这样的话,兰波就……
魏尔伦的眼睛骤然睁大。
兰波就不再是人类了。
他将其自身异能化,特异点的力量维持着其行动,而此时的人格,不过是残存的某种信息或者执念而已。
于是,他成为了和自己相似的存在,不,成为了自己的同类。
魏尔伦落在了地上,他的视线没有一分一秒从这个特异点身上离开。
“还是没有办法呢……”
兰波无奈地微笑着。
“什么。”魏尔伦几乎不知道自己是怎么发出声音的。
“即使是这样,也没有办法,与你拥有完全相同的痛苦啊,没有办法,将你从那般的孤独中带出来。”兰波如同叹息般说道。
“不对……”
魏尔伦踉跄着,后退了半步,仿佛失去了理智一样,低低地叫喊。
“不对、不对、不对!这种时候,你应该想的是这个吗?兰波!我可是先背叛了你,又亲手杀了你——你现在,想的得是杀了我啊!”
他定定地看着兰波,倏地,向前用力攥住了兰波的衣领。
“给我脸上来一拳,或者向我对你做的那样,往我背后开枪、用手穿透我的身躯——你要做的是这个才对!”
“保尔,你听我说……”
兰波平静地,轻轻握住了魏尔伦的手。
魏尔伦的瞳孔,骤然开始震颤起来。
他盯着,兰波的手。
兰波的手,在……融化。
这个特异点,正像雪花一般,崩毁成深红的碎片,又在空气中消失得无影无踪。
是了……兰波的异能,是在亚空间中驱使尸体,然而,他活着时候,怎么可能驱使其自身呢,而死去的兰波,又无法真正使用异能。
因此,兰波的特异点,可能只是其濒死时,努力制造出一个亚空间,在死亡的瞬间,异能在残存的意志下,自发将他的尸体异能化……

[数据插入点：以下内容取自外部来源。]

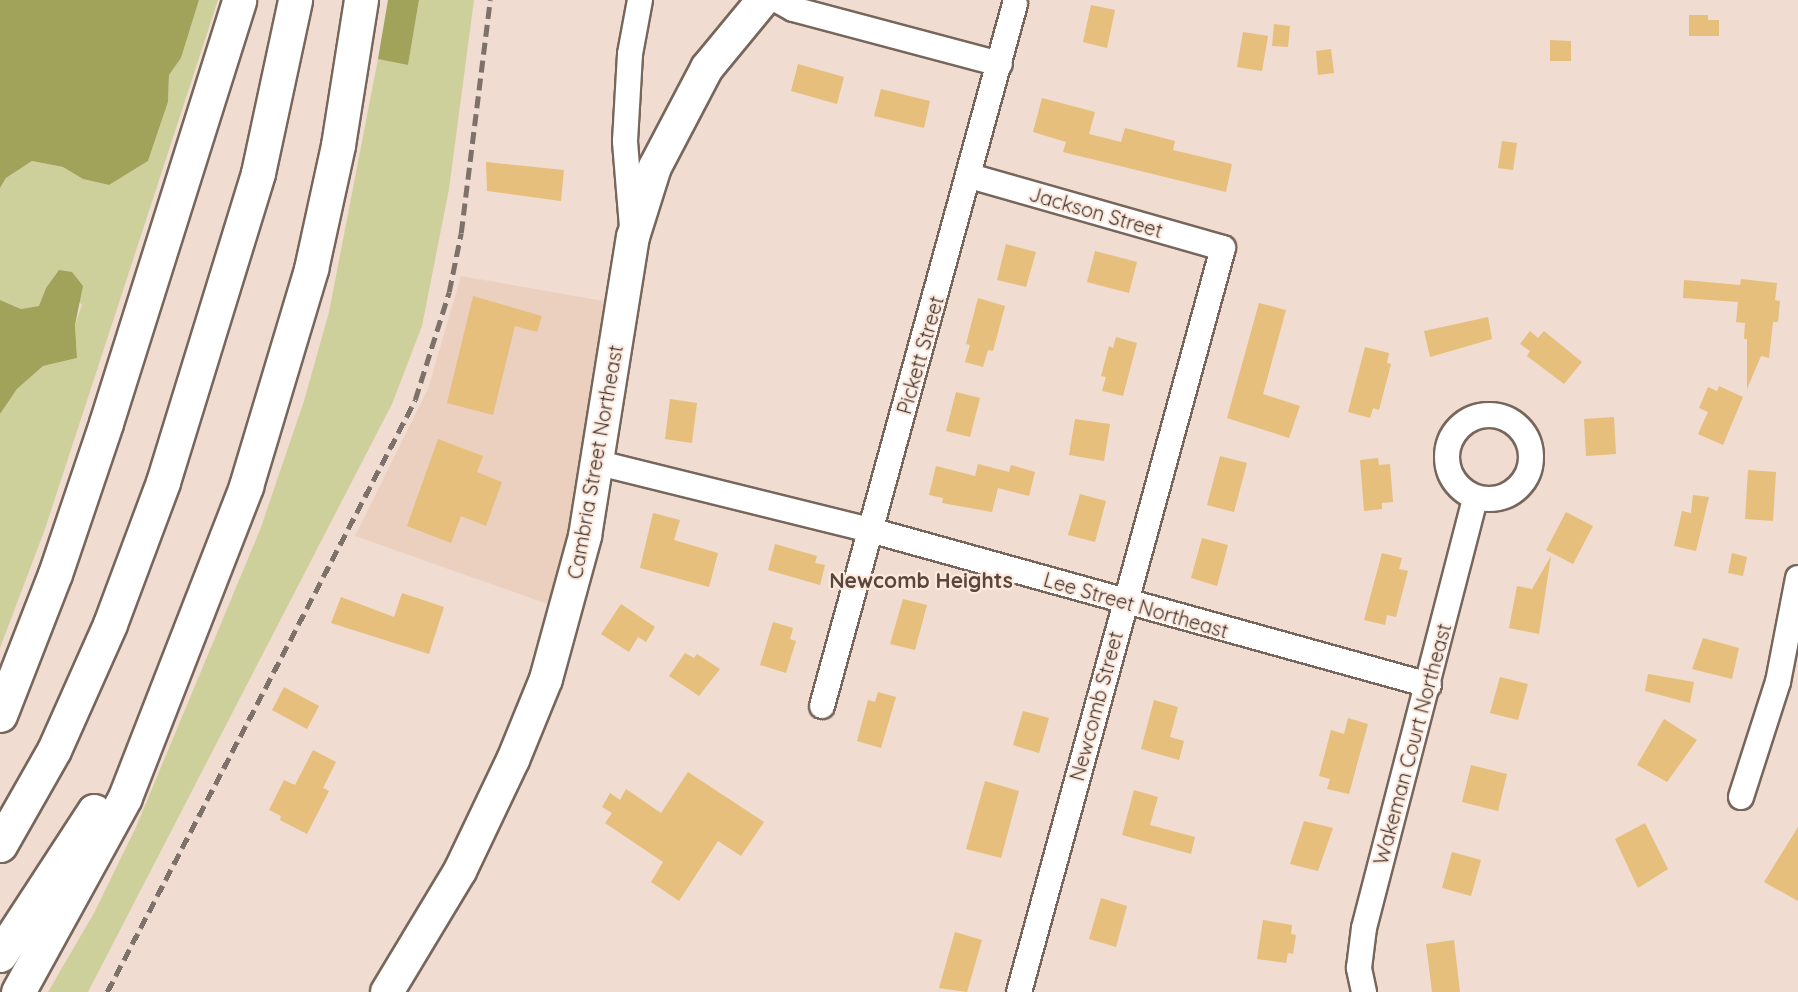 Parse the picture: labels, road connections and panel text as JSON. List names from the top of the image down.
{
  "streets": {
    "main road": ["Cambria Street Northeast"],
    "street": [
      "Jackson Street",
      "Pickett Street",
      "Lee Street Northeast",
      "Newcomb Street",
      "Wakeman Court Northeast"
    ]
  },
  "crossings": [
    ["Jackson Street", "Pickett Street"],
    ["Jackson Street", "Newcomb Street"],
    ["Pickett Street", "Lee Street Northeast"],
    ["Cambria Street Northeast", "Lee Street Northeast"],
    ["Lee Street Northeast", "Newcomb Street"],
    ["Lee Street Northeast", "Wakeman Court Northeast"]
  ],
  "districts": ["Newcomb Heights"]
} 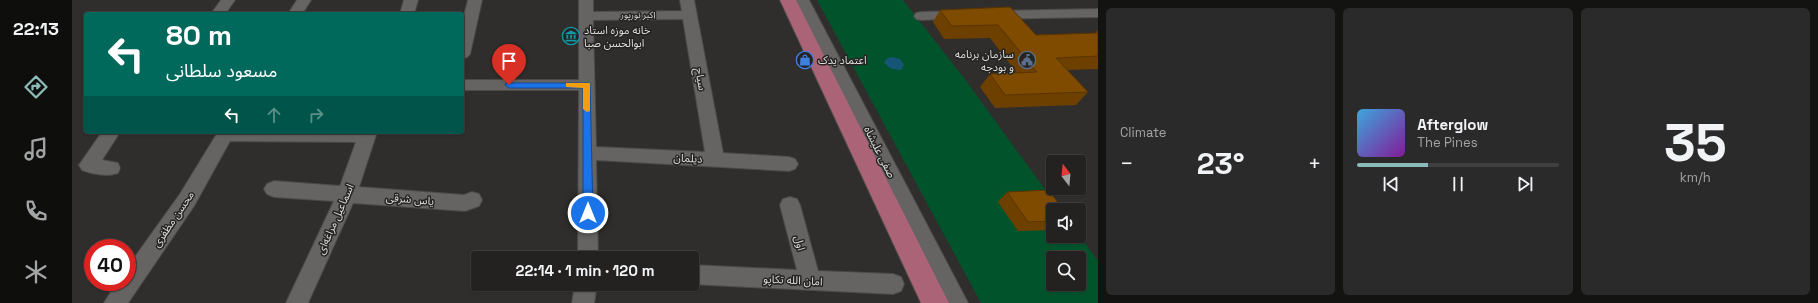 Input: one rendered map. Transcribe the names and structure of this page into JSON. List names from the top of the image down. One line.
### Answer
{"streets":{"main road":["صفی علیشاه"],"street":["اکبر نورپور","سیاح","دیلمان","یاس شرقی","محسن مظفری","اسماعیل مراغه‌ای","اول","امان الله تکاپو"]},"crossings":[["اکبر نورپور","سیاح"],["سیاح","دیلمان"],["یاس شرقی","اسماعیل مراغه‌ای"],["اول","امان الله تکاپو"]],"places":{"museum":["خانه موزه استاد ابوالحسن صبا"],"shop":["اعتماد یدک"],"public building":["سازمان برنامه و بودجه"]},"north":"top","page":{"tabs":"22:13","tile":["Climate",["35","km/h"]],"turn":["80 m","مسعود سلطانی"],"song":["Afterglow","The Pines"],"heat":["−","23°","+"],"limit":"40","trip":"22:14 · 1 min · 120 m"}} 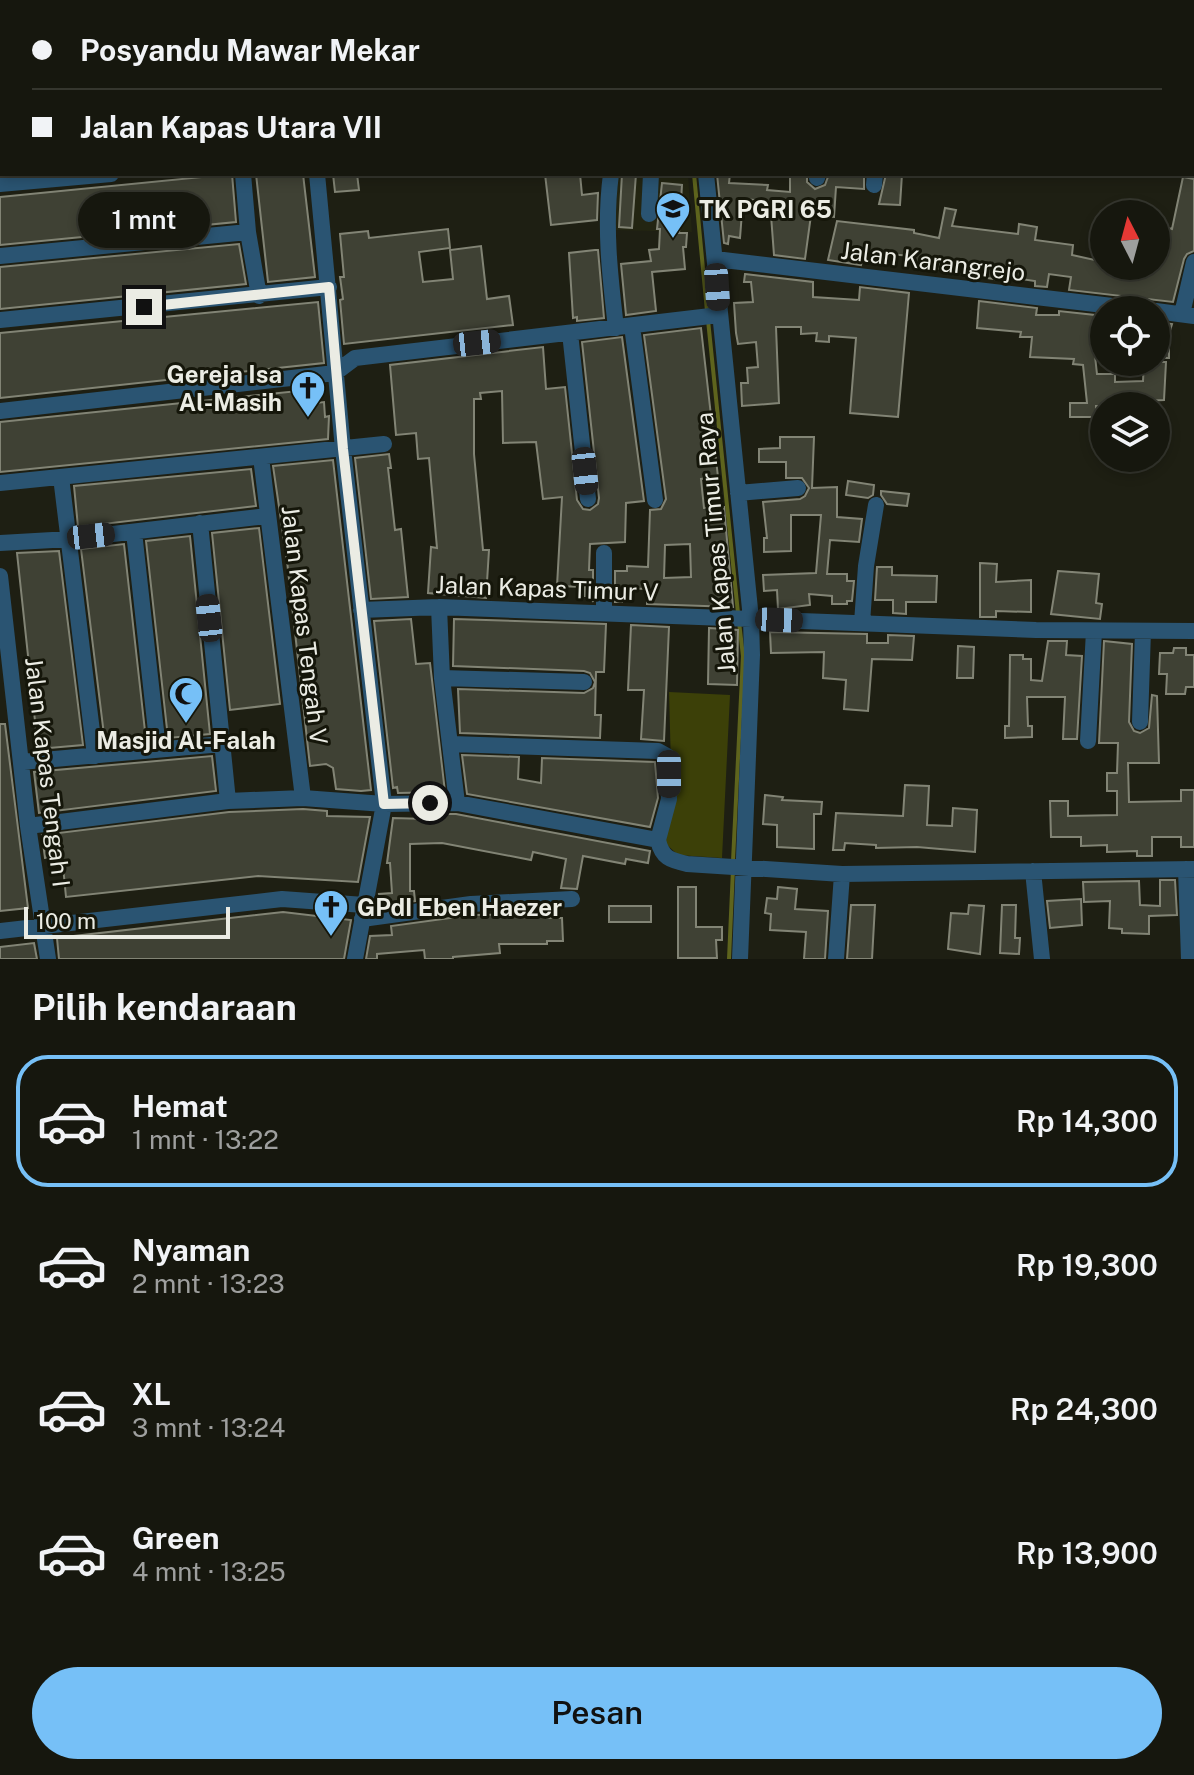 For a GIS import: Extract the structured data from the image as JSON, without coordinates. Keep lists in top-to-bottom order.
{
  "streets": {
    "street": [
      "Jalan Karangrejo",
      "Jalan Kapas Timur Raya",
      "Jalan Kapas Timur V",
      "Jalan Kapas Tengah V",
      "Jalan Kapas Tengah I"
    ]
  },
  "crossings": [
    ["Jalan Karangrejo", "Jalan Kapas Timur Raya"],
    ["Jalan Kapas Timur Raya", "Jalan Kapas Timur V"]
  ],
  "places": {
    "school or university": ["TK PGRI 65"],
    "church": ["Gereja Isa Al-Masih", "GPdI Eben Haezer"],
    "mosque": ["Masjid Al-Falah"]
  },
  "scale_bar": "100 m",
  "north": "top",
  "page": {
    "banner": ["Posyandu Mawar Mekar", "Jalan Kapas Utara VII"],
    "bubble": "1 mnt",
    "scale": "100 m",
    "heading": "Pilih kendaraan",
    "list": [
      {
        "name": "Hemat",
        "note": "1 mnt · 13:22",
        "value": "Rp 14,300"
      },
      {
        "name": "Nyaman",
        "note": "2 mnt · 13:23",
        "value": "Rp 19,300"
      },
      {
        "name": "XL",
        "note": "3 mnt · 13:24",
        "value": "Rp 24,300"
      },
      {
        "name": "Green",
        "note": "4 mnt · 13:25",
        "value": "Rp 13,900"
      }
    ],
    "buttons": "Pesan"
  }
}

这样的特异点,并不像魔兽或者荒霸吐那样,有着近乎无限的能量。
而且特异点,本来就极难出现、难以稳定……
换句话说,这个兰波,并不能稳定持续地存在!
“不要。兰波,不要消失……”
魏尔伦像泄了气的气球,那张扬的气势一下子失去了踪影。
他的嘴唇轻微地颤动着。
正想说挽留的话,可当他的视线碰见兰波那双澄澈的眼眸,顿时什么都无法说出口。
是他杀死的兰波,此时又在这里假惺惺地说什么“不要消失”吗?
他从没发现,自己竟也是如此地令人憎恶!
“好……你说,你说什么,我都听着,我听你的话,对不起,兰波,你说吧……”
魏尔伦不由自主地松开攥着衣领的手,转而握住了兰波的手。
他心碎地察觉到,崩毁的速度,正在逐渐加快……
即使他竭力地用手去接那些碎片,尝试用重力将兰波的身躯聚拢压实,尝试用自己的特异点的力量轻轻包裹住兰波……
也无法阻止这一切发生。
“无论是找寻同类或者相似的存在,还是去剥夺人类的生命、宣泄对人类的憎恶,都不会缓解你的痛苦。”
风,不再狂乱的风,属于秋天的风,清凉地吹拂着。
兰波的微笑很平和,也很脆弱,好像马上就要支离破碎。
深红的裂纹,开始漫上他的脸颊。
“不会有完全理解你的存在,也不会有能够走进你的孤独之中的生命。”
“不、兰波,你,你可以……”魏尔伦的喉咙一阵发紧。
“过去的我不行,现在的我也不行。因为我已经尝试过了。至于中原中也,他也许可以陪你走过一段路途,可他也没有办法拯救你,没有任何存在能够让你从那片黑暗与虚无中走出来,除了你自身。”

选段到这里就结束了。